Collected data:
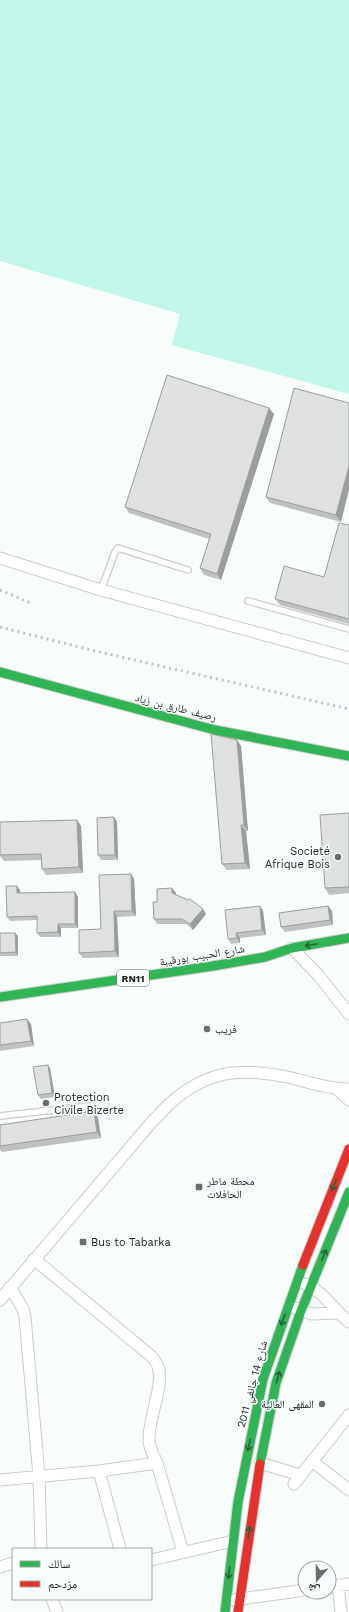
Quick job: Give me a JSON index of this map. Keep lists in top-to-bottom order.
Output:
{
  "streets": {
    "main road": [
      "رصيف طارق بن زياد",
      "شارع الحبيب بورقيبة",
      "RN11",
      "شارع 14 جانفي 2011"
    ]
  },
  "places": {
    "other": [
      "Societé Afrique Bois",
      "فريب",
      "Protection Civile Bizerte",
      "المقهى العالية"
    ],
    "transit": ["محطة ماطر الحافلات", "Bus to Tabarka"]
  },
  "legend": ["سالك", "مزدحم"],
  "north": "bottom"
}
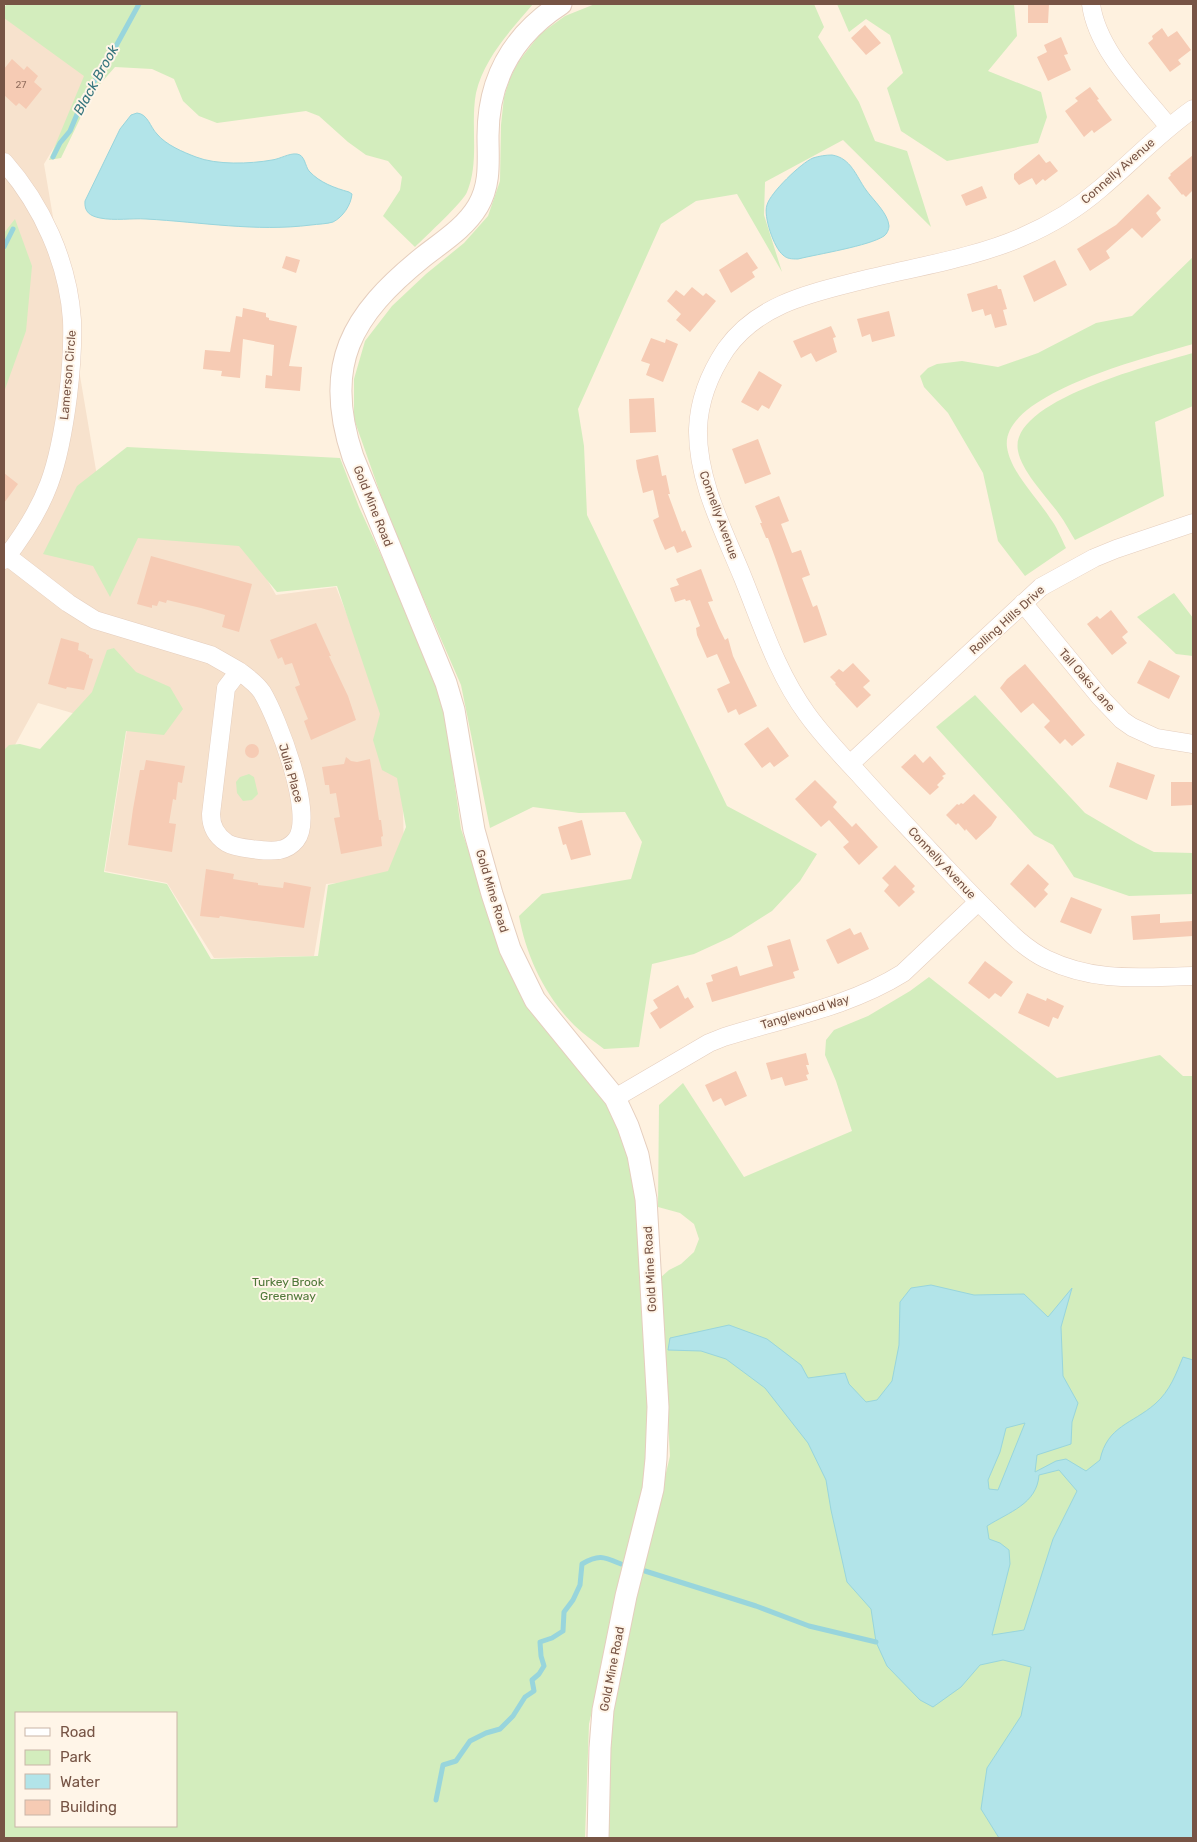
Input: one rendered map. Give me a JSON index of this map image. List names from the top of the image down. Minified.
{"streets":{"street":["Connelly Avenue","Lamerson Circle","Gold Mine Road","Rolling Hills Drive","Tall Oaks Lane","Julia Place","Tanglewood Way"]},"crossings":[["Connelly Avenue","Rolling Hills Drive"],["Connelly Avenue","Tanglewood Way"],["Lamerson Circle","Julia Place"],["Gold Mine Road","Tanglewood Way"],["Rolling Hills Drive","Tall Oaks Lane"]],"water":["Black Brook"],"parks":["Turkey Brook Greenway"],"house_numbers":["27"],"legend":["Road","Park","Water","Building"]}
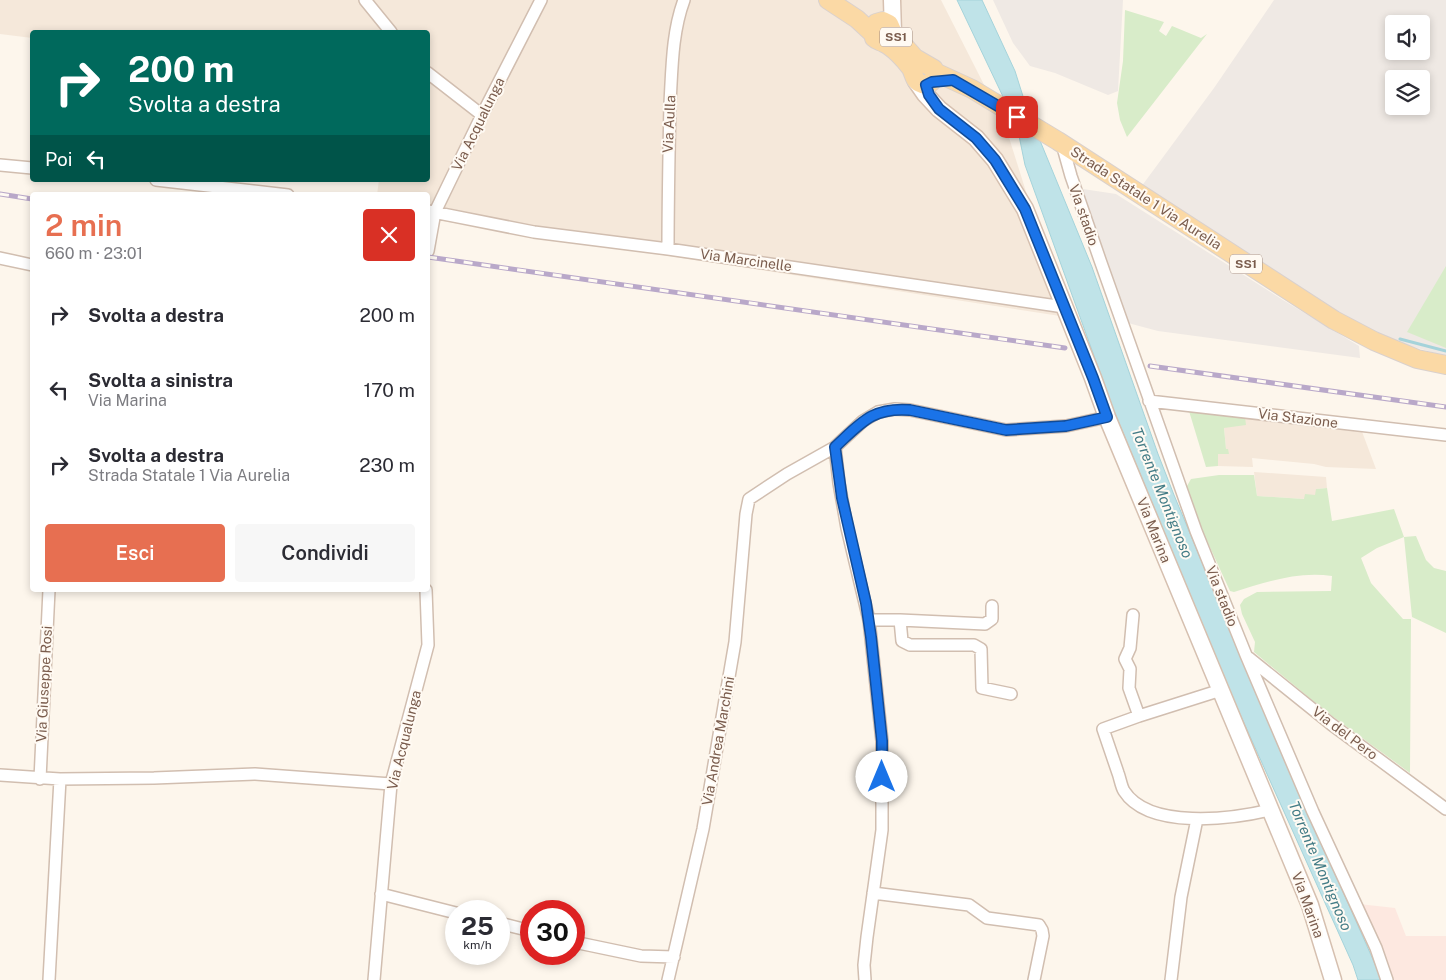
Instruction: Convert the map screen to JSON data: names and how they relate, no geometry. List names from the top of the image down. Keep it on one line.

Work instruction:
Each line above that has the word "Keep" must be copied.

Result of the exercise:
Quick job: Give me a JSON index of this map. Keep lists in top-to-bottom order.
Instruction: Convert the map screen to JSON data: names and how they relate, no geometry. List names from the top of the image down. Keep it on one line.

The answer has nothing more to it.